Sagayam's May 2012 report accused several senior officials of collusion with illegal granite miners, and suggested that losses to the state from illegal mining amounted to at least Rs 16,000 crore (Rs 160 billion), and possibly twice that. Four days later, he was transferred from his position as district collector to a post as managing director of Co-optex, a handloom weavers' cooperative in Chennai.

Sagayam came into conflict with a superior at Co-optex as well. When a manager at the cooperative was assaulted by members of AIADMK, Sagayam filed a complaint against the assailants, contrary to the wishes of state textiles minister S. Gokula Indira. He also refused to provide permanent office space in the cooperative's building to Indira, maintaining that this would interfere with the cooperative's functioning.

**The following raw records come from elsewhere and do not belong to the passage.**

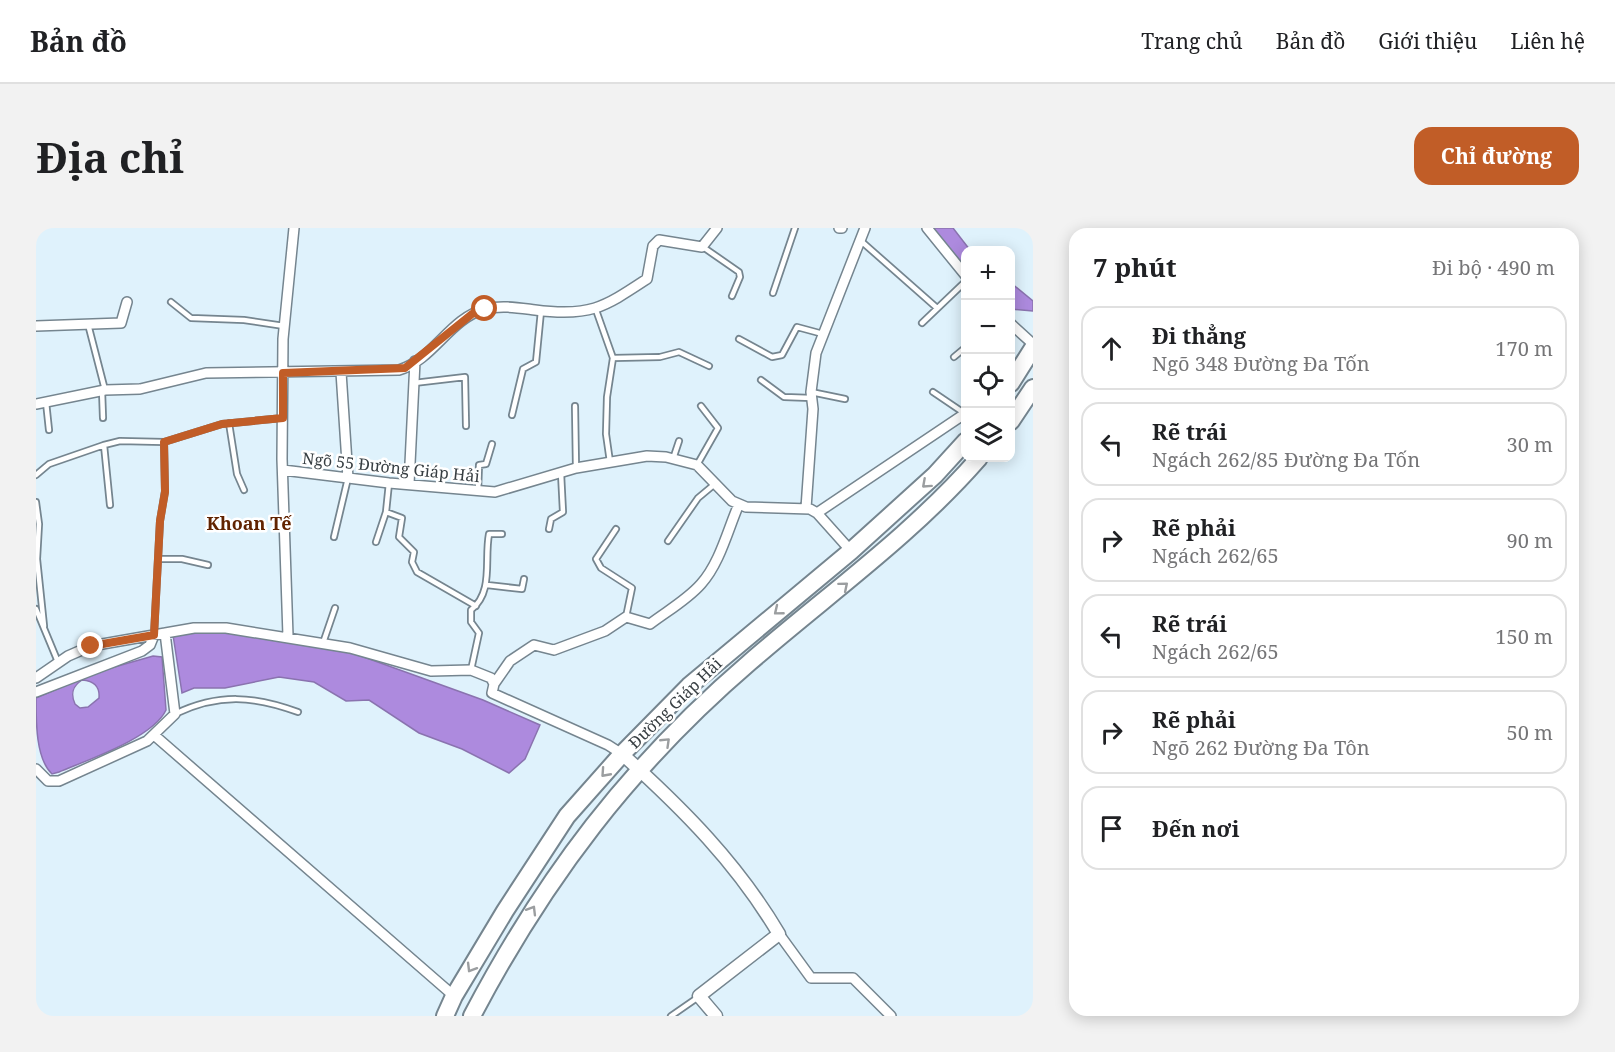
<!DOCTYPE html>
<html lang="vi">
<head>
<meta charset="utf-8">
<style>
	:root { --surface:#fff; --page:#f2f2f2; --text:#202124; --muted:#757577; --line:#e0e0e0; --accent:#c15d27 }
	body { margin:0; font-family:"Noto Serif",serif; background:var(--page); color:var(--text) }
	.controls { position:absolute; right:18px; top:18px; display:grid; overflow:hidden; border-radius:12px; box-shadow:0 3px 15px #0003 }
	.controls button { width:54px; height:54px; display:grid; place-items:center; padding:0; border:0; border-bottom:2px solid var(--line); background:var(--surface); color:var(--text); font:30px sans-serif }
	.stop { position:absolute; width:18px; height:18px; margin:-14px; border:4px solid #c15d27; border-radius:50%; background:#fff }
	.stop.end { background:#c15d27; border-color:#fff; box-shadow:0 2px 6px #0008 }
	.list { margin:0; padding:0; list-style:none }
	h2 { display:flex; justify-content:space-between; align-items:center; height:78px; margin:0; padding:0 24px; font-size:26px }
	h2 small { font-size:20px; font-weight:400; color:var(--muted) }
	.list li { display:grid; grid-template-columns:39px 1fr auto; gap:18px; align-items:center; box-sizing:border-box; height:84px; margin:0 12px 12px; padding:0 12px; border:2px solid var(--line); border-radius:18px }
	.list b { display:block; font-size:22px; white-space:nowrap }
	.list p { margin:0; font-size:20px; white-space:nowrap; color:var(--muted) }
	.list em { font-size:20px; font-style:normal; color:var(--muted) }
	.icon { flex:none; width:33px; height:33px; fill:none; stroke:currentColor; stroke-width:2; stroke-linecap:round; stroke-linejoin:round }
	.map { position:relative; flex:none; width:997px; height:788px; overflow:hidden; border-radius:18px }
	header { display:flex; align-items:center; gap:36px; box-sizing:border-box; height:84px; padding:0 30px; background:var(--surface); border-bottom:2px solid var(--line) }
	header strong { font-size:28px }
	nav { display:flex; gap:33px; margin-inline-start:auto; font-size:21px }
	.intro { display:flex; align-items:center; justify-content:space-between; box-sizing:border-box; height:144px; padding:0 36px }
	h1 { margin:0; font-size:42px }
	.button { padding:15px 27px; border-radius:18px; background:var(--accent); color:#fff; font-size:21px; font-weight:700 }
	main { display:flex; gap:36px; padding:0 36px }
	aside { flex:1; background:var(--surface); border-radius:18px; box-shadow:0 3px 15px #0003 }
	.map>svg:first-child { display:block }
	.water { fill:#ad8ade; stroke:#8a73af; stroke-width:1.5; fill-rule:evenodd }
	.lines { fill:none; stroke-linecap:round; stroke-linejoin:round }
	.service-casing { stroke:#75858f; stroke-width:8 }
	.minor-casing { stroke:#75858f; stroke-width:12 }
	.tertiary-casing { stroke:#75858f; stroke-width:15 }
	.trunk-casing { stroke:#75858f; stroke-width:20 }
	.service { stroke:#fff; stroke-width:4.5 }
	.minor { stroke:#fff; stroke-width:9 }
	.tertiary { stroke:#fff; stroke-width:12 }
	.trunk { stroke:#fff; stroke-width:16 }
	.oneway { stroke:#9b9ea0 }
	.route { stroke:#c15d27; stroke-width:8 }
	.labels { text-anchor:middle; stroke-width:5; stroke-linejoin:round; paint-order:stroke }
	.street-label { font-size:16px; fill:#373e42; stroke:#fff }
	.neighbourhood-label { font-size:18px; font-weight:bold; fill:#612300; stroke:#fff }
</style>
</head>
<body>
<header>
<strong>Bản đồ</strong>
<nav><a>Trang chủ</a><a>Bản đồ</a><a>Giới thiệu</a><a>Liên hệ</a></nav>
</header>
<div class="intro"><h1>Địa chỉ</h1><a class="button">Chỉ đường</a></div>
<main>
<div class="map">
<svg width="997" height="788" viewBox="0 0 997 788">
	<rect width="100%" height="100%" fill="#dff2fc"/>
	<path class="water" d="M895,0H917L934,22H930L929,44Z
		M975,55L997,73V83L975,81Z
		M185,402L314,424L447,472L504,497L489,531L473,545L426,521L383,505L333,472L310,473L278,454L243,449L189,460H158L146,465L137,407Z
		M117,428L126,429L130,482C117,510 51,532 23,544L16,546C0,531 0,495 0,470L61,444ZM46,452C58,453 64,458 63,470L52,479L44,480L39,476C34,465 37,458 46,452Z"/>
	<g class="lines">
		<g class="service-casing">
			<path id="service" d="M825,13L901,80
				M667,19L703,44L704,49L696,68
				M737,65L759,0
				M135,74L155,90L208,92L248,98
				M560,82L577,130L571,169L570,206L574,234
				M886,95L930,53
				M52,96L69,162
				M703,111L736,129L746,127L761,99L787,106
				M918,129L930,119
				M577,130L624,129L643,124L673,138
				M725,152L748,169L776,170
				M378,155L429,149L430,198
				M66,162L67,190
				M775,164L809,171
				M897,164L928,185
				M10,174L13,202
				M539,178L540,240
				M476,187L487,141L500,134L505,83
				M193,195L201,246L208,262
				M637,231L643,213
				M661,237L682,200L665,178
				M0,247L13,236L68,217
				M442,264L443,237L450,236L456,216
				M0,274L3,296L1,331L8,398
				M74,277L68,217L84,213L128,214
				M350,284L366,290L363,309L378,324L376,334L381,344L440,378
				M513,301L515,291L527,284L525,245
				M580,301L560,331L565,340L596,360L590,389
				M298,309L312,250
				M632,313L662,270L680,255
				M340,314L350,284L353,255
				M123,331H146L172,337
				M451,357L486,361L488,351
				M0,381L22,434
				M118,407L124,293L129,263L128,214L186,196L247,190
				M287,415L299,380
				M435,442L443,405L435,394V382C458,364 448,332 453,306H466
				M139,486C183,465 218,468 262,484
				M635,788L661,770"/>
		</g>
		<g class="minor-casing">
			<path id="minor" d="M803,0H806
				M891,0L930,48
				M975,96L997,116
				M0,98L85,95L91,74
				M305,144L312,250
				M0,176L69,162L104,161L170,145L363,142C397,132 414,90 449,81C466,77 483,80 499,82C554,89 567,80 611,51L617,18L623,12L666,19L681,0
				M247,242L353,255L459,264L540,240L611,228L630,229L661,237L696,273L710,279L774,281L781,285L815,323
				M373,256L379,133
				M770,280L777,181L775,164L780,125L829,0
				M781,285L930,185
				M252,408L246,231L247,111L258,0
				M0,450L32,428L55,418L158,400H190L314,420L395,443L435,442L455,450L458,456L456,465L572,517L586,526
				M458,456L474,433L498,417L518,422L569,403L590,389L614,396C631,383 651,372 665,356C684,335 692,301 703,276
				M0,464L106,423L114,417L118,407
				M118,507L418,768
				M0,541L12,553H23L111,513L139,486L129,405
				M743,706L775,750H817L855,788"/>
		</g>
		<g class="tertiary-casing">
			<path id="tertiary" d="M586,526C647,581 701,635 743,706L663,768L680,788"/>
		</g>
		<g class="trunk-casing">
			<path id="trunk" d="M975,155L997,120
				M975,193L997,160
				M409,788L418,768L469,683L531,588L586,526L653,458L815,323L899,247L930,213
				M436,788C509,649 594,537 714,434C791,367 875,308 943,230"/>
		</g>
		<use href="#service" class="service"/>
		<use href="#minor" class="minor"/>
		<use href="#tertiary" class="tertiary"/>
		<use href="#trunk" class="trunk"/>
	</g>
	<defs><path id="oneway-chevron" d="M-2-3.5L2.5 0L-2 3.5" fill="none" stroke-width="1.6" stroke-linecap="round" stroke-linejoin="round" transform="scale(1.5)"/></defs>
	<g class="oneway">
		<use href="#oneway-chevron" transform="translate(890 256) rotate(138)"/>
		<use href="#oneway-chevron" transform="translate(808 358) rotate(-40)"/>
		<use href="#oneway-chevron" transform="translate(742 383) rotate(141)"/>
		<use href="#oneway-chevron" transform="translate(630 514) rotate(-44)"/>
		<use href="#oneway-chevron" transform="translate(569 545) rotate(132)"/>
		<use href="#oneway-chevron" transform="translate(496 682) rotate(-59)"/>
		<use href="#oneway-chevron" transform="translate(435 740) rotate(121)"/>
	</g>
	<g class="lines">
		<path class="route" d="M55,418L118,407L124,293L129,264L128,214L186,196L247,190V145L369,140L436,86L449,81"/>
	</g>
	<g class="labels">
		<g class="street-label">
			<text transform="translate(355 239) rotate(6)" y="6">Ngõ 55 Đường Giáp Hải</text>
			<text transform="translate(639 475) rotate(-44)" y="6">Đường Giáp Hải</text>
		</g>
		<g class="neighbourhood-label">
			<text x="213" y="302">Khoan Tế</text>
		</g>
	</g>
</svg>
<div class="controls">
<button>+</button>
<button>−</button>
<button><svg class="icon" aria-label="locate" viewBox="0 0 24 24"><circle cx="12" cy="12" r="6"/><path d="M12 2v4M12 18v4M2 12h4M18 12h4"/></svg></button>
<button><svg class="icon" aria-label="layers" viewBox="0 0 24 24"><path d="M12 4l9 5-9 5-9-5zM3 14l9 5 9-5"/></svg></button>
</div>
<div class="stop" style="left:449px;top:81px"></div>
<div class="stop end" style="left:55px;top:418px"></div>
</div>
<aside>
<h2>7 phút<small>Đi bộ · 490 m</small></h2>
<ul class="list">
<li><svg class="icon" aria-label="ahead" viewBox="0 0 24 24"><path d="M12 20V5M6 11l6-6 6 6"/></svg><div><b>Đi thẳng</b><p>Ngõ 348 Đường Đa Tốn</p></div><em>170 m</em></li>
<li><svg class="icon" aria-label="left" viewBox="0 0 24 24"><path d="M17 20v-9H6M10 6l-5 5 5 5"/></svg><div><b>Rẽ trái</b><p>Ngách 262/85 Đường Đa Tốn</p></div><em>30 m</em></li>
<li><svg class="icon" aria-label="right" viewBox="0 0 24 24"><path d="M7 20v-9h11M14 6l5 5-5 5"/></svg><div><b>Rẽ phải</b><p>Ngách 262/65</p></div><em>90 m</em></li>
<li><svg class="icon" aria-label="left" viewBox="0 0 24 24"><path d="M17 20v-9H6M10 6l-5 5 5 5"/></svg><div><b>Rẽ trái</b><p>Ngách 262/65</p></div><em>150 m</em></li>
<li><svg class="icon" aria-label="right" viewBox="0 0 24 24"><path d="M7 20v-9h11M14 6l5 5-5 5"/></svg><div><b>Rẽ phải</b><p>Ngõ 262 Đường Đa Tôn</p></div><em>50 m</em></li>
<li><svg class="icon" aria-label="arrive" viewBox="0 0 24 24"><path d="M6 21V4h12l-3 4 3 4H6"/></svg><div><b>Đến nơi</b></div></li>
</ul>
</aside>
</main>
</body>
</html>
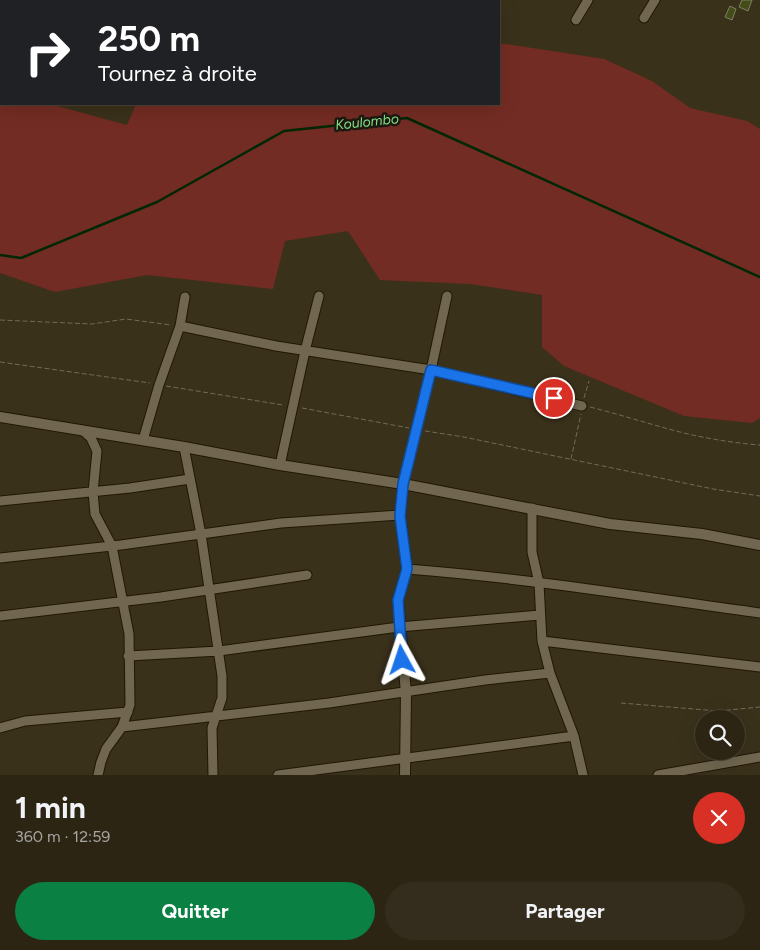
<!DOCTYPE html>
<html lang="fr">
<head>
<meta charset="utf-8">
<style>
	:root { --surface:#2c2514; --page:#342d1d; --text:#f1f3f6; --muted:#a6a5a0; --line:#484234; --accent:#0b8043 }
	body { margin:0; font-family:Figtree,sans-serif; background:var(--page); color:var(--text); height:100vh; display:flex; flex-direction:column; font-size:19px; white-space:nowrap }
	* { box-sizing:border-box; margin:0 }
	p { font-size:16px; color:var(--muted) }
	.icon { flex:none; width:28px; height:28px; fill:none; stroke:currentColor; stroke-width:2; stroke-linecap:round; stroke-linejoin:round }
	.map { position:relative; height:775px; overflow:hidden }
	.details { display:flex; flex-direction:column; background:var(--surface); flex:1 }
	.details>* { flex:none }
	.hud { position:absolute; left:0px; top:0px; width:500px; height:105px; box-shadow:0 5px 20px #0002,0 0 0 1px var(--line); background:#202124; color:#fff; overflow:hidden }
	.tools { position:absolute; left:695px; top:710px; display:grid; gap:10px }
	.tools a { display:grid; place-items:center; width:50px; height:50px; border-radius:50%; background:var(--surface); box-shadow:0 5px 20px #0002,0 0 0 1px var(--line); font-size:25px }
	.pin { position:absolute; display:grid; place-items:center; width:42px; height:42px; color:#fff; margin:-21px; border:2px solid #fff; border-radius:50%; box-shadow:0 1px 5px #0007 }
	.me { position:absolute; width:55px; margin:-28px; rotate:355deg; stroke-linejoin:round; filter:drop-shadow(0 0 4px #0008) }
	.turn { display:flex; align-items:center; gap:18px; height:105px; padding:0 15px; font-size:22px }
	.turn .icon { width:65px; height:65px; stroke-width:2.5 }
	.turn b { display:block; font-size:35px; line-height:42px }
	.round { display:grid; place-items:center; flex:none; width:52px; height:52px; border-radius:26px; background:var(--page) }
	.summary { display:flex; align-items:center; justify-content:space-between; height:85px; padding:0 15px }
	h1 { font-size:30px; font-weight:700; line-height:38px }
	.button { display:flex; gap:10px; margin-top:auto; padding:10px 15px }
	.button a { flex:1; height:58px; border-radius:30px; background:var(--accent); color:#fff; font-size:20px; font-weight:700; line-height:58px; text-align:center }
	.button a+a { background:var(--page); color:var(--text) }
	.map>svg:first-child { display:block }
</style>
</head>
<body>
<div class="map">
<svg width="760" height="775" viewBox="0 0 760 775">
	<rect width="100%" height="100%" fill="#3a311b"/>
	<!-- green -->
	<path fill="#732c23" d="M499 43 604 59 652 81 690 108 747 121 760 129V418L752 423 684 416 564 366 542 347V295L470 284 380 280 348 231 285 241 273 289 147 275 55 292 0 273V90L1 104H50L127 125 136 104H499Z"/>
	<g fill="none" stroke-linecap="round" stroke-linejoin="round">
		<!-- stream -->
		<path stroke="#002704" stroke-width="2.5" d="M0 255 21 258 157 202 284 131 407 118 760 277"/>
	</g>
	<!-- building -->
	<path fill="#454c17" stroke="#7c8068" d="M742 0H752L748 11 739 7Z
		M730 6 736 9 732 20 725 17Z"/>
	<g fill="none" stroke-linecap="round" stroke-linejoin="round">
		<!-- minor casing -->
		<g stroke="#211804" stroke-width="11">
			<path id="minor" d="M20 1 21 0
				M81 1V0
				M139 1V0
				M644 18 655 0
				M576 20 588 0
				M0 64 1 59
				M180 326 276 346 431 370 582 406
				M82 430 91 438 97 451 93 492 95 514 112 546 129 634 130 705 122 727 106 749 101 762 98 775
				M143 440 159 385 180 326 185 297
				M184 447 201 534 222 676V698L212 728 213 775
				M280 465 305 351 319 296
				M403 484 431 370 447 296
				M0 501 130 488 190 479
				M532 508V552L539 583 542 641 550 673 574 736 583 775
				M0 558 121 545 281 523 400 515
				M407 569C525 578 643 597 760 613
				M0 616 161 597 307 575
				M542 641 760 667
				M128 656 219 651 399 627 540 615
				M122 727 329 703 485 680 550 673
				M0 728 25 721 128 712
				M278 775 574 736
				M658 775 760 757"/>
		</g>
		<!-- tertiary casing -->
		<g stroke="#211804" stroke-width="12">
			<path id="tertiary" d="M0 417 184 447 280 465 403 484 610 524 702 534 760 545
				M403 484 400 515 407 569 398 600 406 693 405 775"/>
		</g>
		<!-- path -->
		<path stroke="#736a57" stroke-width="1" stroke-dasharray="5 2.5" stroke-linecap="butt" d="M0 320 92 324 126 319 171 325
			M0 362 150 383
			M166 386 283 405
			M584 398 589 381
			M590 407C622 415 652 425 684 433 709 439 734 443 760 445
			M302 408 409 428
			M425 431 464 437 713 489 760 496
			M571 459 581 414
			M621 703 718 711 760 707"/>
		<!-- minor -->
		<use href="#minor" stroke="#716750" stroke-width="9"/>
		<!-- tertiary -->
		<use href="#tertiary" stroke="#716750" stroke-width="10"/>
	</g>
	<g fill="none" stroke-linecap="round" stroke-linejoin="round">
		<!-- route casing -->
		<g stroke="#114b97" stroke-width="12">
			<path id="route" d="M402 660 398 600 407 569 400 516 403 484 431 370 554 398"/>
		</g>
		<!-- route -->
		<use href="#route" stroke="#1a73e8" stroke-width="9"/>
	</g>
	<g text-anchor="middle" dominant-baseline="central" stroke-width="5" stroke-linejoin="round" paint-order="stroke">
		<!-- water labels -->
		<g font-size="14" font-style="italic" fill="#84e387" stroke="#1d1910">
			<text transform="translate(367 122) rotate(-6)">Koulombo</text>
		</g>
	</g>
</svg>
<div class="tools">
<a><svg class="icon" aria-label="search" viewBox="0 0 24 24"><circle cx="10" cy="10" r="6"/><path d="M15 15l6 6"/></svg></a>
</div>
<div class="pin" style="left:554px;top:398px;background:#d93025"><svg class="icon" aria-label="arrive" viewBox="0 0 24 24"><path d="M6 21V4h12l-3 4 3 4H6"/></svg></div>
<svg class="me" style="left:402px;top:660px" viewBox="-20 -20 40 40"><path d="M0-17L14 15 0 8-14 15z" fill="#1a73e8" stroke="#fff" stroke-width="4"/></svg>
<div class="hud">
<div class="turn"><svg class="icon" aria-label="right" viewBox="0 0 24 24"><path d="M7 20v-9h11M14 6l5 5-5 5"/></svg><div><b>250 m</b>Tournez à droite</div></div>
</div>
</div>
<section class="details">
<div class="summary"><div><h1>1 min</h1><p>360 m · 12:59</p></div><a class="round" style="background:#d93025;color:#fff"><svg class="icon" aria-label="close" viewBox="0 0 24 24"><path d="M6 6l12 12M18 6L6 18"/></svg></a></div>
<div class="button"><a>Quitter</a><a>Partager</a></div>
</section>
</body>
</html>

As a result of this, Sagayam was transferred twice in September 2014: first to the position of Indian Medicine and Homeopathy commissioner; then, two days later, to the vice-chairmanship of Science City in Chennai.

Although the granite-quarrying investigation had languished after Sagayam's transfer, the issue did not die. Sagayam's report was leaked to the press in August 2012, prompting a public outcry that compelled the government to pursue the matter. Under Anshul Mishra, Sagayam's successor as district collector, a number of arrests were made in January 2013; Several officials, including two former Madurai district collectors, were investigated for alleged collusion with illegal granite operations. However, in June 2013, Mishra was transferred, and the investigation again lost all momentum.

In July 2014, as a citizen activist filed a petition with the Madras High Court, seeking to rekindle the inquiry. In response, the court appointed Sagayam to the post of Special Officer-cum-Legal Commissioner, charged with the task of investigating all mining operations in Tamil Nadu, and ordered the state government to relieve him of the Science City post. The government attempted to contest the order, maintaining that the investigation was concluded; the court rejected their arguments and, in November 2014, Sagayam was duly appointed. It was suggested, however, that the state government might attempt to limit his investigation to granite operations in the Madurai area, keeping him from looking into sand mining on the beaches and along the rivers of the state.

Sagayam's investigation was allegedly obstructed from several quarters. District officials purportedly gave him little cooperation; his room was allegedly wiretapped; and he and his team were purportedly attacked by goons acting on behalf of granite-mining interests. On one occasion, when the police were slow to exhume bodies of alleged victims of human sacrifice carried out by quarry operators, Sagayam spent the night in the graveyard to ensure that no one tampered with the evidence. The investigation discovered evidence of extensive illegal granite-mining from public and private land, and diversion or destruction of rivers and water bodies. Raids on the houses of two former Madurai collectors suggested complicity by government officials.